(Stored data)
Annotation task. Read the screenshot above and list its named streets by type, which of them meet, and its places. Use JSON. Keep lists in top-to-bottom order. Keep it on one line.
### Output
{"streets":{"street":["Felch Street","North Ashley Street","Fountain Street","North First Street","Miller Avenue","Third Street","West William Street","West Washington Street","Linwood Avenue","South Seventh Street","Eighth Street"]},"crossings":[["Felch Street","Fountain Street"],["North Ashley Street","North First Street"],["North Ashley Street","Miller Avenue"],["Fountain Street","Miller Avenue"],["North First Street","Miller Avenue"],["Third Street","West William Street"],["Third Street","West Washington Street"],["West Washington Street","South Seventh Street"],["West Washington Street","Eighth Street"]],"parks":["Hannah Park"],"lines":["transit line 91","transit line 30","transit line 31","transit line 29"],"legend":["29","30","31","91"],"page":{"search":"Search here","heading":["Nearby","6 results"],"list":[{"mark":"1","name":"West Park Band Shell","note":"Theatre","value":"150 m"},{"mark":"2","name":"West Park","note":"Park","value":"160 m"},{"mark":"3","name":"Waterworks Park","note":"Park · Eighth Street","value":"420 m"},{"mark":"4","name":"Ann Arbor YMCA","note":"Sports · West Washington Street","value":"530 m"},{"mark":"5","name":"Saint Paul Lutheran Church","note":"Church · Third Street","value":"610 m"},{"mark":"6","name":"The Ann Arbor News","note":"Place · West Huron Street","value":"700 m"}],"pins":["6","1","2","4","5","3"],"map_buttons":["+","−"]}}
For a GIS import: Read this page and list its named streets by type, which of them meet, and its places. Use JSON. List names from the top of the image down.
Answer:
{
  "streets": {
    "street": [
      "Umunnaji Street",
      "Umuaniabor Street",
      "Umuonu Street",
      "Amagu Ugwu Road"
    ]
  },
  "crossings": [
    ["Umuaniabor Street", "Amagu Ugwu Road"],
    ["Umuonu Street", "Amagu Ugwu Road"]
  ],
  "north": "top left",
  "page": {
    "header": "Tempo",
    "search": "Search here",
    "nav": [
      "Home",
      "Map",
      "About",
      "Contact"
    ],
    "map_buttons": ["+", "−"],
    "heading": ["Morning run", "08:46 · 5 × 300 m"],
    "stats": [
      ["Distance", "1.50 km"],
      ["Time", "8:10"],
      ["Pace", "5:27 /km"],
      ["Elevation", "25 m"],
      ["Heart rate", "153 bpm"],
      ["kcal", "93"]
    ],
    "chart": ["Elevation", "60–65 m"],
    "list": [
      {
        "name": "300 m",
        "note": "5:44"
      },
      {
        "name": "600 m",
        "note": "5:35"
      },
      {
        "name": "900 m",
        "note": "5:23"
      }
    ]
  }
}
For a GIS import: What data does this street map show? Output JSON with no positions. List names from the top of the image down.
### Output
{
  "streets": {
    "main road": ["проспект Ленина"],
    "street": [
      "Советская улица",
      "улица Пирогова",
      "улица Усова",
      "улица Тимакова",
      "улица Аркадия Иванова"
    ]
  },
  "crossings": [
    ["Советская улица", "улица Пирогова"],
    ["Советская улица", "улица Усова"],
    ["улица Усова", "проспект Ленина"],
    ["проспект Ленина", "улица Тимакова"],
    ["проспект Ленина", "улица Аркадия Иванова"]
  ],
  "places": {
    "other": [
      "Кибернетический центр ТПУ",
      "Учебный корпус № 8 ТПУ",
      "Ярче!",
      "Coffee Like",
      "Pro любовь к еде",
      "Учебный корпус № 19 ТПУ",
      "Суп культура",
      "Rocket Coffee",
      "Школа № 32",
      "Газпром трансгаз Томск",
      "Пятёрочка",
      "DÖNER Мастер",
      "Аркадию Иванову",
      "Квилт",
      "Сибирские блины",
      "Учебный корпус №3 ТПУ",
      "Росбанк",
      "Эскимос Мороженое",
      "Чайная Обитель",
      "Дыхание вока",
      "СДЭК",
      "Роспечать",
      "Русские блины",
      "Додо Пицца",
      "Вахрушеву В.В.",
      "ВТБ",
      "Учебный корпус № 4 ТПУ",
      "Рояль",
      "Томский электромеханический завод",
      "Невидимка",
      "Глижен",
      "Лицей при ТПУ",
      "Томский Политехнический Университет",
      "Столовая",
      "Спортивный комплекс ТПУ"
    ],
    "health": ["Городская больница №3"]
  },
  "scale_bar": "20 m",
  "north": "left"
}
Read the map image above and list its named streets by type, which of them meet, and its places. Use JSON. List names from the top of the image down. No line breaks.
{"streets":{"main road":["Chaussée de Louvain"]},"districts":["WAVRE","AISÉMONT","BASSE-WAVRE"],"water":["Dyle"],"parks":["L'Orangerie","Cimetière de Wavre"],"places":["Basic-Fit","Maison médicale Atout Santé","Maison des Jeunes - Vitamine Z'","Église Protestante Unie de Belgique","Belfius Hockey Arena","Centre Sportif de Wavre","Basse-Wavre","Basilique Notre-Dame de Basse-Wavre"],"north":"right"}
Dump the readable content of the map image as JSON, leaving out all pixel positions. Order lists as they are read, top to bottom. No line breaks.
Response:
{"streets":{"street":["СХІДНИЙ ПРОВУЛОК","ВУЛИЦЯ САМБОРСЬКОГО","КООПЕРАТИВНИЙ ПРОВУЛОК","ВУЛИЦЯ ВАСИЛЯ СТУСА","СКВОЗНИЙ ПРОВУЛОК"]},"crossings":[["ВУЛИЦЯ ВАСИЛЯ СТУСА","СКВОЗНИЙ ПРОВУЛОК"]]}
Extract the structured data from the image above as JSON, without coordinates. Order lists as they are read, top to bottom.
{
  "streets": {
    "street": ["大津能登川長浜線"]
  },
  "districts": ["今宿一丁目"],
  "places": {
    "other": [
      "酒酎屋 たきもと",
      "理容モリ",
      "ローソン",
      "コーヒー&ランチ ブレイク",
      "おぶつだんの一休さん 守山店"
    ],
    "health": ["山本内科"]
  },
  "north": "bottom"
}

— Task to carry out —
Go through the entries above and copy each line holding the string "positions".

— Written response —
For a GIS import: What data does this street map show? Output JSON with no positions. List names from the top of the image down.
Dump the readable content of the map image as JSON, leaving out all pixel positions. Order lists as they are read, top to bottom. No line breaks.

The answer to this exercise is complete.